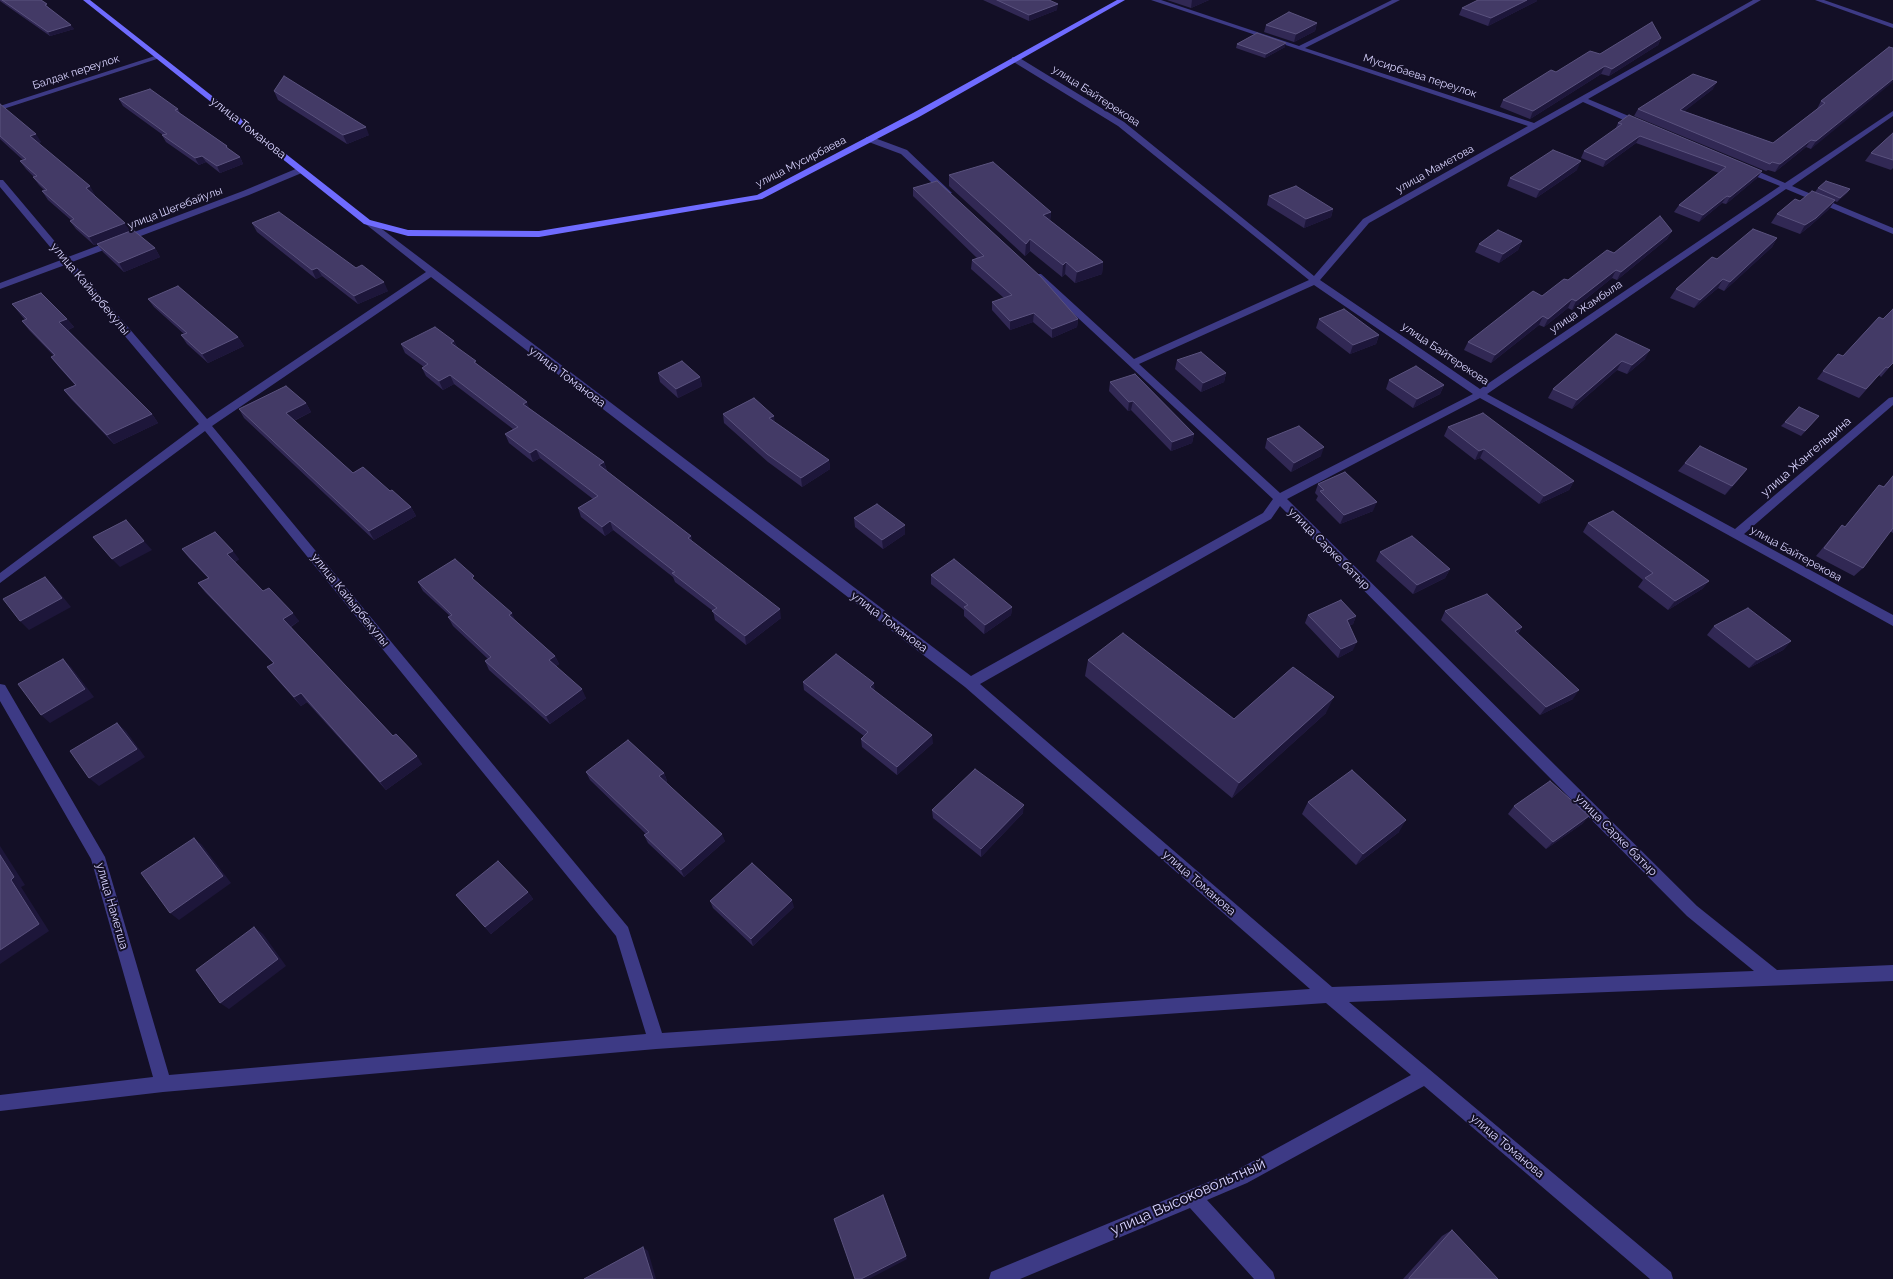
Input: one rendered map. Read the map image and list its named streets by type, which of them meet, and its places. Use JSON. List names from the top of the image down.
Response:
{
  "streets": {
    "street": [
      "Балдак переулок",
      "Мусирбаева переулок",
      "улица Байтерекова",
      "улица Томанова",
      "улица Мусирбаева",
      "улица Маметова",
      "улица Шегебайулы",
      "улица Кайырбекулы",
      "улица Жамбыла",
      "улица Жангельдина",
      "улица Сарке батыр",
      "улица Наметша",
      "улица Высоковольтный"
    ]
  },
  "crossings": [
    ["Балдак переулок", "улица Томанова"],
    ["Мусирбаева переулок", "улица Маметова"],
    ["улица Байтерекова", "улица Мусирбаева"],
    ["улица Байтерекова", "улица Маметова"],
    ["улица Байтерекова", "улица Жамбыла"],
    ["улица Байтерекова", "улица Жангельдина"],
    ["улица Томанова", "улица Мусирбаева"],
    ["улица Томанова", "улица Шегебайулы"],
    ["улица Томанова", "улица Высоковольтный"],
    ["улица Маметова", "улица Сарке батыр"],
    ["улица Шегебайулы", "улица Кайырбекулы"],
    ["улица Жамбыла", "улица Сарке батыр"]
  ]
}
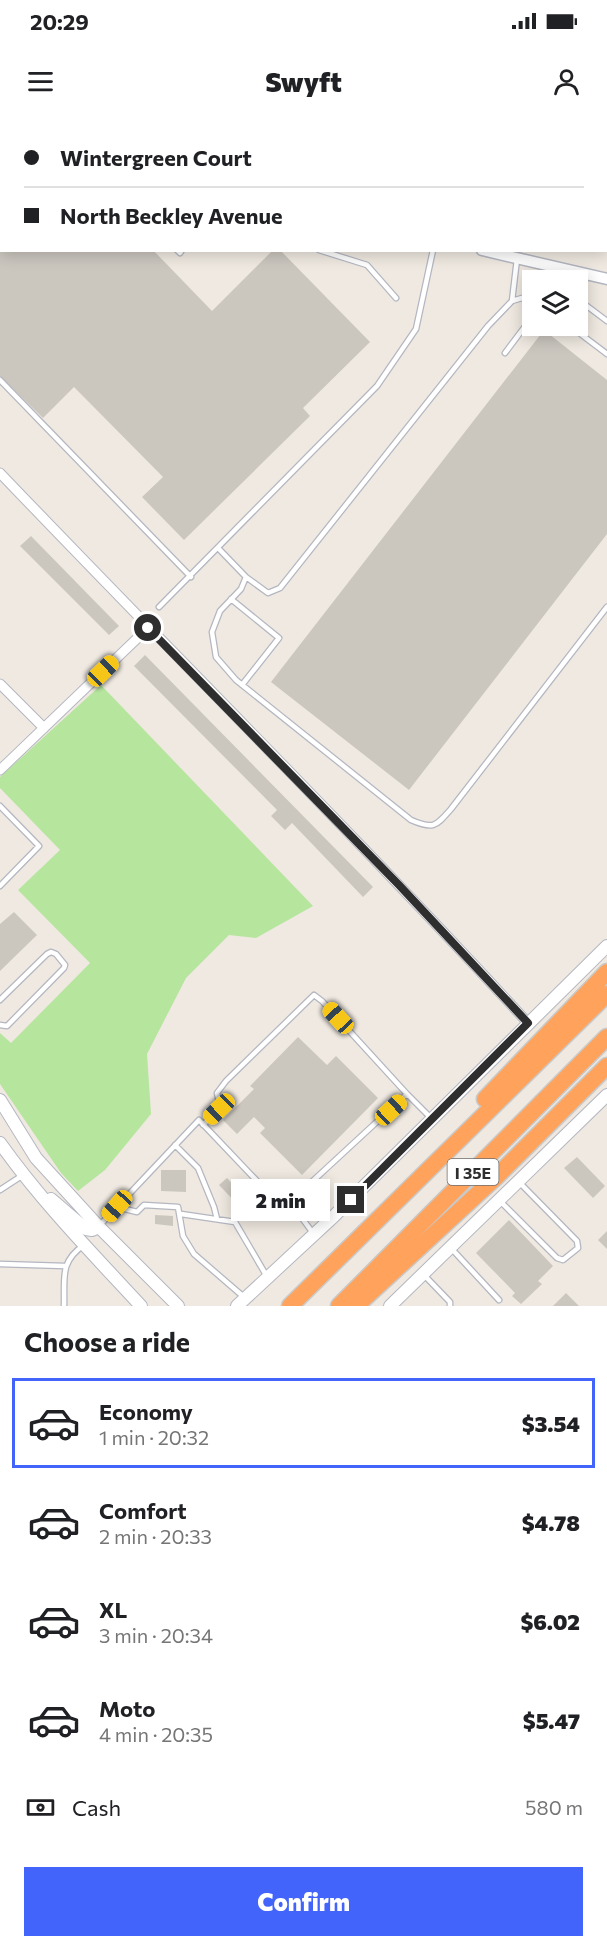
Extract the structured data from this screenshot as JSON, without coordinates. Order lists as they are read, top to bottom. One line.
{"streets":{"highway":["I 35E"]},"page":{"status":"20:29","header":"Swyft","banner":["Wintergreen Court","North Beckley Avenue"],"bubble":"2 min","heading":"Choose a ride","list":[{"name":"Economy","note":"1 min · 20:32","value":"$3.54"},{"name":"Comfort","note":"2 min · 20:33","value":"$4.78"},{"name":"XL","note":"3 min · 20:34","value":"$6.02"},{"name":"Moto","note":"4 min · 20:35","value":"$5.47"}],"pay":["Cash","580 m"],"buttons":"Confirm"}}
● ● ● ●
* ABOUT THIS TASK *
Copy each line, exactly, that falls between the line containing "Extract the structured" and the end of the entries, both included.

* WRITTEN SOLUTION *
Extract the structured data from this screenshot as JSON, without coordinates. Order lists as they are read, top to bottom. One line.
{"streets":{"highway":["I 35E"]},"page":{"status":"20:29","header":"Swyft","banner":["Wintergreen Court","North Beckley Avenue"],"bubble":"2 min","heading":"Choose a ride","list":[{"name":"Economy","note":"1 min · 20:32","value":"$3.54"},{"name":"Comfort","note":"2 min · 20:33","value":"$4.78"},{"name":"XL","note":"3 min · 20:34","value":"$6.02"},{"name":"Moto","note":"4 min · 20:35","value":"$5.47"}],"pay":["Cash","580 m"],"buttons":"Confirm"}}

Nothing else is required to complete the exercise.